We saw Faye’s dilemma. ‘Beautiful’ was hardly complex enough a word for Glynn, but no adequate alternative was available at such short notice, not with so little to go on. It was a rabbit-caught-in-the-headlamps response, the literary equivalent of discussing the weather. The word had lost its currency. They were worn-out tools we’d been given to work with, cracked cups and saucers, tattered hand-me-downs, ruined through overuse. ‘Beautiful.’ How hollowly it must have rung in the great writer’s ears. Same thing everyone said to him at every book signing, whether they’d read his work or not. How were we to prove to Glynn that we were any different? How was he to know?

The barman rammed the shutters down, and Aisling jumped in fright. The strip fluorescent lights shunted on, and she let her black hair fall forward to conceal her face, though we’d already seen the smudged eyeliner, the caked foundation. Difficult to miss it. She applied so much white stuff to her skin that it seemed she was trying to erase herself. She could have been anyone under that mask. We might not have recognised her without it.

I sat back from the table. My elbows were soaked in peaty brown stout. The pub was emptying out. The bar staff instructed us to finish up as they collected the last of the glasses. ‘Alright now folks, make a move there now folks, have youse no homes to go to folks?’ Roaring it over and over until it became unbearable. Where the hell was Glynn? He’d been gone an age. I felt inexplicably aggrieved that he had chosen to confide in Faye about his new novel. Judging by the sullen mood that had descended on our number, we were all mulling this same scrap of information, probing at it with our tongues like a piece of food trapped between our teeth; small, but extremely irritating.

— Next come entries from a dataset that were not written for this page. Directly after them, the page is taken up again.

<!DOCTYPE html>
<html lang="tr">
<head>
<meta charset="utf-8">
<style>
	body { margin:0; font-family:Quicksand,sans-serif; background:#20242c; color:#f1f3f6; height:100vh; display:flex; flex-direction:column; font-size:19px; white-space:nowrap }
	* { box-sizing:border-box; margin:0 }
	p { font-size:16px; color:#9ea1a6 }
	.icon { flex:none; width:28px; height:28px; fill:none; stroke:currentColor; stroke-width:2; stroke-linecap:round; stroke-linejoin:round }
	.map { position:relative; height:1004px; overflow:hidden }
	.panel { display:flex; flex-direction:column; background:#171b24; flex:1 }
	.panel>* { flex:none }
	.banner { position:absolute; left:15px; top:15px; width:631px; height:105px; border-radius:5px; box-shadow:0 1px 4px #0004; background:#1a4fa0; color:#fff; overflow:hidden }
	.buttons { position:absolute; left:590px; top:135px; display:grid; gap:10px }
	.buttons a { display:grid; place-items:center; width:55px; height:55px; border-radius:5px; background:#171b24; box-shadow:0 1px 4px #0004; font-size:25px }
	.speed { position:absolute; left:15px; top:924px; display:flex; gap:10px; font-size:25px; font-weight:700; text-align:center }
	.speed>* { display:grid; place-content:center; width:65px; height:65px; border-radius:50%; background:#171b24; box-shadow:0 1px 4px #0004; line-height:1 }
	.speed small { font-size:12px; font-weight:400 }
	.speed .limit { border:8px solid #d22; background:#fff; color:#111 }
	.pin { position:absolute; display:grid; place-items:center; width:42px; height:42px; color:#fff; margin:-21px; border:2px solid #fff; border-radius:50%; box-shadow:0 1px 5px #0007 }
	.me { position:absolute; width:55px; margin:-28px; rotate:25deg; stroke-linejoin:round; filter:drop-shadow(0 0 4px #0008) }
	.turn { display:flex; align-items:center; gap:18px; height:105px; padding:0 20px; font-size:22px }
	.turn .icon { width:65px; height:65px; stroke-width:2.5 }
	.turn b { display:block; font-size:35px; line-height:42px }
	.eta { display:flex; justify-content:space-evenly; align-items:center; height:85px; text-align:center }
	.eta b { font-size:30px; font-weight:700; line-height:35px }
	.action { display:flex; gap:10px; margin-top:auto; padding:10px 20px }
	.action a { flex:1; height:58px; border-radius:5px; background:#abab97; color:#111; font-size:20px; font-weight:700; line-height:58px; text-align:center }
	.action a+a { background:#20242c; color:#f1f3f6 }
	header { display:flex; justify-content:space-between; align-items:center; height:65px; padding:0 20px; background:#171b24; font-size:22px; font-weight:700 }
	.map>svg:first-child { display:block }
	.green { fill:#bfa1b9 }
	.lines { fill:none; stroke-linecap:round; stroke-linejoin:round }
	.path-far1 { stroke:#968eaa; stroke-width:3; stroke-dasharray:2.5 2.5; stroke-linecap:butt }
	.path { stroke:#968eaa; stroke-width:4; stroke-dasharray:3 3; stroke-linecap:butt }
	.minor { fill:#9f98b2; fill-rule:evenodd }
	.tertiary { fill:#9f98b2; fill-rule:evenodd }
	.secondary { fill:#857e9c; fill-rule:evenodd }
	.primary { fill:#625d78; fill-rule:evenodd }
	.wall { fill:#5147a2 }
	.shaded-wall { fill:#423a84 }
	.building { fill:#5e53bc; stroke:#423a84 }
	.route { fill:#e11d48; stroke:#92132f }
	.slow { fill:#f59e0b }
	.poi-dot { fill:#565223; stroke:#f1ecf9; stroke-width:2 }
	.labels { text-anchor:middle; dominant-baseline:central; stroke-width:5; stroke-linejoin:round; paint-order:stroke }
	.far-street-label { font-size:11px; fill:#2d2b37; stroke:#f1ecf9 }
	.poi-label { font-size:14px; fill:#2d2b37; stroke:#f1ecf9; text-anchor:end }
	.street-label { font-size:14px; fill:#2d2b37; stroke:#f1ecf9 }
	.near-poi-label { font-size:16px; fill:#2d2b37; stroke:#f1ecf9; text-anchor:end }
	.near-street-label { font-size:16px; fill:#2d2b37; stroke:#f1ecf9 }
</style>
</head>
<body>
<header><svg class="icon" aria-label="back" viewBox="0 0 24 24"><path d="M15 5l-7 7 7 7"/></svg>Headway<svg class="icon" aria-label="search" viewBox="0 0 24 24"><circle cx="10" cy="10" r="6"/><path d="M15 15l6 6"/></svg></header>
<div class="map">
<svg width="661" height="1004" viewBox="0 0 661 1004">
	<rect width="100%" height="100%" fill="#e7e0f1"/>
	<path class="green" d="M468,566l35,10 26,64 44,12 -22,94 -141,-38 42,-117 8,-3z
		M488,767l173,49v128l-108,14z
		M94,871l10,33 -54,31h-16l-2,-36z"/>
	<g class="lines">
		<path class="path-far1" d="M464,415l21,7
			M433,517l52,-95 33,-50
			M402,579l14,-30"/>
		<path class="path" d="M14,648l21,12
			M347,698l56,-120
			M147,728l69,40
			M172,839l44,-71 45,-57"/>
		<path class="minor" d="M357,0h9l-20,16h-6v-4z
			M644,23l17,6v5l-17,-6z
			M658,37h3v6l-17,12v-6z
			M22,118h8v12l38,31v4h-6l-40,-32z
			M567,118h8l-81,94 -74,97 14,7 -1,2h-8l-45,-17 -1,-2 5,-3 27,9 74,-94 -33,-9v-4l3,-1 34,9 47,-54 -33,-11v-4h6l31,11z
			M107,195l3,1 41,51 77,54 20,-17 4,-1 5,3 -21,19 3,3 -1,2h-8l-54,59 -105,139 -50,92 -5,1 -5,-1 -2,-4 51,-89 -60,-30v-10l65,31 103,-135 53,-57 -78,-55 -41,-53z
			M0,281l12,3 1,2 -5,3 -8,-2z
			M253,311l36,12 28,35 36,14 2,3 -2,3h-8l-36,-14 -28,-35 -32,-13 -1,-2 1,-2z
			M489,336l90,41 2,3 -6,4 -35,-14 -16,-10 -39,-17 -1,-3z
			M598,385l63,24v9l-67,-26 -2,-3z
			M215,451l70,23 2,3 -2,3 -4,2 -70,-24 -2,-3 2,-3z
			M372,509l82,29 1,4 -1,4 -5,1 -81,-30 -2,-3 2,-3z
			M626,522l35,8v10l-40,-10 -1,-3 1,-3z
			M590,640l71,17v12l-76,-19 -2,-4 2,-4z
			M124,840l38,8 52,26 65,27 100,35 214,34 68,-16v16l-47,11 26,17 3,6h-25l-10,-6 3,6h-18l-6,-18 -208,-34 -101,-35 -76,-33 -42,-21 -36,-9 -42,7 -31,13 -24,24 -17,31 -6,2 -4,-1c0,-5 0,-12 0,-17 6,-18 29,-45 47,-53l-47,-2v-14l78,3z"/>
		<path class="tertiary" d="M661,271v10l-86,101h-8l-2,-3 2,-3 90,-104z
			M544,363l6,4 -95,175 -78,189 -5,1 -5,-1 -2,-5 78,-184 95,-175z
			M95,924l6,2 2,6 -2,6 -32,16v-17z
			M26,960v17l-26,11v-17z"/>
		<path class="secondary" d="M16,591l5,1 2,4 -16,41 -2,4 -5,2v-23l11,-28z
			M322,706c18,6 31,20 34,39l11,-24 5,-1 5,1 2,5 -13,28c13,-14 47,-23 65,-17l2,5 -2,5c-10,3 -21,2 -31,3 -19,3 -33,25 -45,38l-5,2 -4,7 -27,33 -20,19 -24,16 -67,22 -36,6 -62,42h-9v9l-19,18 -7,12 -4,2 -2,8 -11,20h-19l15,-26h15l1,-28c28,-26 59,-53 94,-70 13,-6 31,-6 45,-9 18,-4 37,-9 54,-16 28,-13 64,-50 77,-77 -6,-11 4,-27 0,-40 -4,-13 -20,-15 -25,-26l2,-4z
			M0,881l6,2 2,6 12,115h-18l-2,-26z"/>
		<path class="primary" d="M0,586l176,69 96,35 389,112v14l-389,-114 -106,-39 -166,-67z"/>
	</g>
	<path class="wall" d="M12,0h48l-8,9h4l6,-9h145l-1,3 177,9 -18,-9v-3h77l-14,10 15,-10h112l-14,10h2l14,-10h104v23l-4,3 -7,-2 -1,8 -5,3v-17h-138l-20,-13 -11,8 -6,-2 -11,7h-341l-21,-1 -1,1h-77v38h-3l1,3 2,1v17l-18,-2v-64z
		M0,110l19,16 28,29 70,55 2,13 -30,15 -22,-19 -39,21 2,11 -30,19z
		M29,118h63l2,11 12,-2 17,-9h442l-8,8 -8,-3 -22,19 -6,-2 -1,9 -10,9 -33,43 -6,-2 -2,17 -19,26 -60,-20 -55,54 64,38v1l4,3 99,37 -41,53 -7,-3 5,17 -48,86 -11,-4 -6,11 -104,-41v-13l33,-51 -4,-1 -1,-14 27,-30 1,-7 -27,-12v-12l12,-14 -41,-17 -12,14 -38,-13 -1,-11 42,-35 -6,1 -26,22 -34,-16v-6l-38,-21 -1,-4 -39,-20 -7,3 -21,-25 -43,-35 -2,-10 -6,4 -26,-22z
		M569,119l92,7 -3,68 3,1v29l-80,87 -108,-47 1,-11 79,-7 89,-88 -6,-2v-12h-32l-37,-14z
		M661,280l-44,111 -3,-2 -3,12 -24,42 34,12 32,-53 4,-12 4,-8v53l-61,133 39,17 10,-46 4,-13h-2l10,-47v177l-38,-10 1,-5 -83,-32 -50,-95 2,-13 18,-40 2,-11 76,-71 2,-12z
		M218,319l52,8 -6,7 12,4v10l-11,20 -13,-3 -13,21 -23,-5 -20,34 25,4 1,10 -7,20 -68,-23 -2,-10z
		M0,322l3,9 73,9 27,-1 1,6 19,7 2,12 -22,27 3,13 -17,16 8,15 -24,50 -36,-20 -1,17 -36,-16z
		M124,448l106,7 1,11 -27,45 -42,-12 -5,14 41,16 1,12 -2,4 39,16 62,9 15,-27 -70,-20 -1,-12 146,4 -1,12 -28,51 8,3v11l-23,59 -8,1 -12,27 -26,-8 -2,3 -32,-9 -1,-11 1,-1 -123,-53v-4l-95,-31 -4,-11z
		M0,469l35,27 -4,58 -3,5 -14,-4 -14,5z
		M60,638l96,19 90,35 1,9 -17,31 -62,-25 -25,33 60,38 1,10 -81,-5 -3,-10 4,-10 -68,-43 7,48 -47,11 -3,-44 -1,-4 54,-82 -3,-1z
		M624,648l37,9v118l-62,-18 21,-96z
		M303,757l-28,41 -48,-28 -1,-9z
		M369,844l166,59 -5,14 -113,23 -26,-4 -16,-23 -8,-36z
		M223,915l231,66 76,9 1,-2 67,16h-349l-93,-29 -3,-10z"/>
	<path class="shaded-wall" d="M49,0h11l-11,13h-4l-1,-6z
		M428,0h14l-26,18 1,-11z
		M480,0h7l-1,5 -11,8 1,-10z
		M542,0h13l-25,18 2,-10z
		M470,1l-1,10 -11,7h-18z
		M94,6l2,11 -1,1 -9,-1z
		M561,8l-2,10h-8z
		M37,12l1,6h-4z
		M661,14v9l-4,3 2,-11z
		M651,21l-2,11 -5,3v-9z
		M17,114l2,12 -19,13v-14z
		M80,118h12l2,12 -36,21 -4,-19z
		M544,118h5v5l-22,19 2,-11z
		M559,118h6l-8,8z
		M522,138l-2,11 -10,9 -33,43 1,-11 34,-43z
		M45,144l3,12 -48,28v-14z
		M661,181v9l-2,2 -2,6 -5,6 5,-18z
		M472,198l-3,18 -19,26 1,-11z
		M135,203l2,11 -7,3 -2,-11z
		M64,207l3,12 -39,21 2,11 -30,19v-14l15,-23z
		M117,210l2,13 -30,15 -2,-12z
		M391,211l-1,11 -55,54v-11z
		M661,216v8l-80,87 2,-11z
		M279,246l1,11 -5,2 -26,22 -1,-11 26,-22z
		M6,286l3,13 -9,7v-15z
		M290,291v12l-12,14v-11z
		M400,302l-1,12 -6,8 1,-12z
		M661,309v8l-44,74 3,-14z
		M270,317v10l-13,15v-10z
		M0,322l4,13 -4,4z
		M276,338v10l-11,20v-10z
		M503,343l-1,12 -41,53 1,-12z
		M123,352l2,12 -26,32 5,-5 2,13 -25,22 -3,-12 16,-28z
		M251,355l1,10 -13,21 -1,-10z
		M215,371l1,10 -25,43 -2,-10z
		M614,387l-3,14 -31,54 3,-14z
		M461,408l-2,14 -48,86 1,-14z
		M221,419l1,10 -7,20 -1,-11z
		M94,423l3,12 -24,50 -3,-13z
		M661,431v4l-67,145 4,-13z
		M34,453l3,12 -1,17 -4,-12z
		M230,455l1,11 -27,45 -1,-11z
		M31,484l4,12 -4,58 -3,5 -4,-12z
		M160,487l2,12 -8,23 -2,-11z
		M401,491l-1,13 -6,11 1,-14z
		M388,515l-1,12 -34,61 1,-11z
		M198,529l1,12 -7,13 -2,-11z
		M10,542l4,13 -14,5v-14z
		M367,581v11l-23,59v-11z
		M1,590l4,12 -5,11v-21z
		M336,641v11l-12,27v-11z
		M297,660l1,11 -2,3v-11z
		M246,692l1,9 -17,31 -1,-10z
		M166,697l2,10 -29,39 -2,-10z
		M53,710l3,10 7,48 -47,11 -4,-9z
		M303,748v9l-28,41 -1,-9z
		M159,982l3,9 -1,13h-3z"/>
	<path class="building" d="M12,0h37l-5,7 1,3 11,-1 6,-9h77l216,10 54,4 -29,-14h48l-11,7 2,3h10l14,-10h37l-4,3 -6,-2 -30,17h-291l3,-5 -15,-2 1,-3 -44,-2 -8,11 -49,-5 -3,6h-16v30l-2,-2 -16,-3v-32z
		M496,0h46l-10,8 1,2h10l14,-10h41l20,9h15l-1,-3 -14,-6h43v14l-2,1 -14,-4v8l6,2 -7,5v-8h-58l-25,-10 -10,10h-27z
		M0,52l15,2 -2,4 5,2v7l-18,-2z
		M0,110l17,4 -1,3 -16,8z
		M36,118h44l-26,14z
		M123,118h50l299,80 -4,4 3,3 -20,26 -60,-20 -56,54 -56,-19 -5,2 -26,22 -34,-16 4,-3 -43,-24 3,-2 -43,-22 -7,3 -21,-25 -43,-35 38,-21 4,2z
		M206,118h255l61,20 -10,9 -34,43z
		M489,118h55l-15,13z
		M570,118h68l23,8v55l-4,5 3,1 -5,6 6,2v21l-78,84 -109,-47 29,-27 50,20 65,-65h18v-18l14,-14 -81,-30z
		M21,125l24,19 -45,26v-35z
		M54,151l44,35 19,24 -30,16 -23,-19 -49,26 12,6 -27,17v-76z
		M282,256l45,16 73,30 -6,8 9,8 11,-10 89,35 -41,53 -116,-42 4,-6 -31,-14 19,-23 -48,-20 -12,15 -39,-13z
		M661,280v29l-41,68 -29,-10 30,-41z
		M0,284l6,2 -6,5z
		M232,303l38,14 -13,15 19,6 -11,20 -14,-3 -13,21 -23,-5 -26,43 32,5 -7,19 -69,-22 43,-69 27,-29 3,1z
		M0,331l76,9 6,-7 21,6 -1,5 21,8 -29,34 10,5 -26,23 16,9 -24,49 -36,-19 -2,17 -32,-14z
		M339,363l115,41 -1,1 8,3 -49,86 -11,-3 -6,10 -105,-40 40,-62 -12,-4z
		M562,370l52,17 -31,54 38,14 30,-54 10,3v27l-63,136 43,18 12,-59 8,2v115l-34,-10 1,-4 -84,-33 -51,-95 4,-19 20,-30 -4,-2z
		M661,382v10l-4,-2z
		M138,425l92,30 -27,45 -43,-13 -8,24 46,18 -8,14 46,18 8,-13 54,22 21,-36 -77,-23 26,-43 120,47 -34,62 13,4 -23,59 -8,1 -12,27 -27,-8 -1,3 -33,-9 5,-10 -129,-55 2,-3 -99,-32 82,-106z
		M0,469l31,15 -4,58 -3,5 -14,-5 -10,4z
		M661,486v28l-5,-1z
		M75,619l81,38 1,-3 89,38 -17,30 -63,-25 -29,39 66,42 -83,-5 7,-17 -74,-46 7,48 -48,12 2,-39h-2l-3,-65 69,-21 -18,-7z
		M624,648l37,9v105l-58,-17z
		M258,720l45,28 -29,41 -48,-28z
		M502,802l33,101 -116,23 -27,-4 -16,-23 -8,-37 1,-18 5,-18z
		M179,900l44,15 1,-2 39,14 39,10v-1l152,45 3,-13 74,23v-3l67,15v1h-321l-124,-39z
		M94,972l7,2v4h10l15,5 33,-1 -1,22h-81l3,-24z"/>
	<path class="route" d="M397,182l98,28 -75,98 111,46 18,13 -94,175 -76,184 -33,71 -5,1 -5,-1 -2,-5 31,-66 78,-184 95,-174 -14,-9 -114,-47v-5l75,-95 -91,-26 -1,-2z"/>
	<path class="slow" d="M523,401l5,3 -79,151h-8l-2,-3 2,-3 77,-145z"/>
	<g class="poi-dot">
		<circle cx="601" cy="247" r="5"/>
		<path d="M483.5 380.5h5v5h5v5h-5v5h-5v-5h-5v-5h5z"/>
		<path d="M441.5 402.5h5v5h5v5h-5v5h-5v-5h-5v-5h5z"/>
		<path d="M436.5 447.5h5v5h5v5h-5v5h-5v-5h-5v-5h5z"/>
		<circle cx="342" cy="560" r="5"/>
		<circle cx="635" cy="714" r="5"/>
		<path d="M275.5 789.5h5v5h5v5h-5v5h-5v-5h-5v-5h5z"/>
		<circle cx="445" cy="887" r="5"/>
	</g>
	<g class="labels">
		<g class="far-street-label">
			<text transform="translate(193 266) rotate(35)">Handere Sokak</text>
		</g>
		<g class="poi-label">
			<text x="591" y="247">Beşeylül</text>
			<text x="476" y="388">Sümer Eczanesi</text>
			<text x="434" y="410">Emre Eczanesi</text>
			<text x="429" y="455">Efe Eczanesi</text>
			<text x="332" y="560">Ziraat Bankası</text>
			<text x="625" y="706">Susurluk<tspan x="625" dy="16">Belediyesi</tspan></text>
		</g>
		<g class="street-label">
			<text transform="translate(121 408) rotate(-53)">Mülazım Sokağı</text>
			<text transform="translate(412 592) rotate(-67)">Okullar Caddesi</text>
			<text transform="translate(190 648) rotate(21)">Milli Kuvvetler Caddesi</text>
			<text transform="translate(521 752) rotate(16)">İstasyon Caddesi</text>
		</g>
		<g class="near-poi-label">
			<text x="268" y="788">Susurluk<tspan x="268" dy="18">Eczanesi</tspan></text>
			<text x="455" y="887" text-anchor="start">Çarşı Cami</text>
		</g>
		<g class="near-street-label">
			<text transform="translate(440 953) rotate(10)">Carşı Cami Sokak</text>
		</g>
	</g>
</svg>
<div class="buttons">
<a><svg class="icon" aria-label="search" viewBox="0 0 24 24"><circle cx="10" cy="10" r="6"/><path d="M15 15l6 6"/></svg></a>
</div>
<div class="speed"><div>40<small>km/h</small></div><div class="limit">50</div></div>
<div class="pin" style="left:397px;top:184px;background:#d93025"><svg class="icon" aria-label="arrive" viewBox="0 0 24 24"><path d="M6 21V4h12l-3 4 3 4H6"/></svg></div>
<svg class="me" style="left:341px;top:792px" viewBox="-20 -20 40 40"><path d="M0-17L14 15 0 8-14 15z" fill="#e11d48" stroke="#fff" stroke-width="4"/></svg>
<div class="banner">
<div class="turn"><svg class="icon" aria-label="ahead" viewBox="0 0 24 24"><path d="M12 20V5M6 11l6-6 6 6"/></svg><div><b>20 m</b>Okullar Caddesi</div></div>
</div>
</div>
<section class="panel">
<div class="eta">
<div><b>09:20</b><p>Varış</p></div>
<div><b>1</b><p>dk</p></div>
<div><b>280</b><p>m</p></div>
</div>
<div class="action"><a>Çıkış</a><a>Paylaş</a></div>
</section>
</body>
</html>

It was me they sent after him to the men’s toilets, joking that I had my uses. No trace of the man. I came back out to find that our booth was also empty. Faye was waiting by the exit in her coat. She thrust my jacket at me before hurrying away, apologising that she had to run for the last bus. The other three had already left. The nation’s finest, it turned out, had wandered off without telling us, as, we were to discover over the coming weeks, was his wont. We hadn’t noticed him slipping away, sort of like the moment of death. The girls had drifted after him one by one. There wasn’t a thing I could have done to stop them. I pulled up my hood and walked home to my hovel, as disgruntled as the worst of Glynn’s narrators, as soured by my own plight.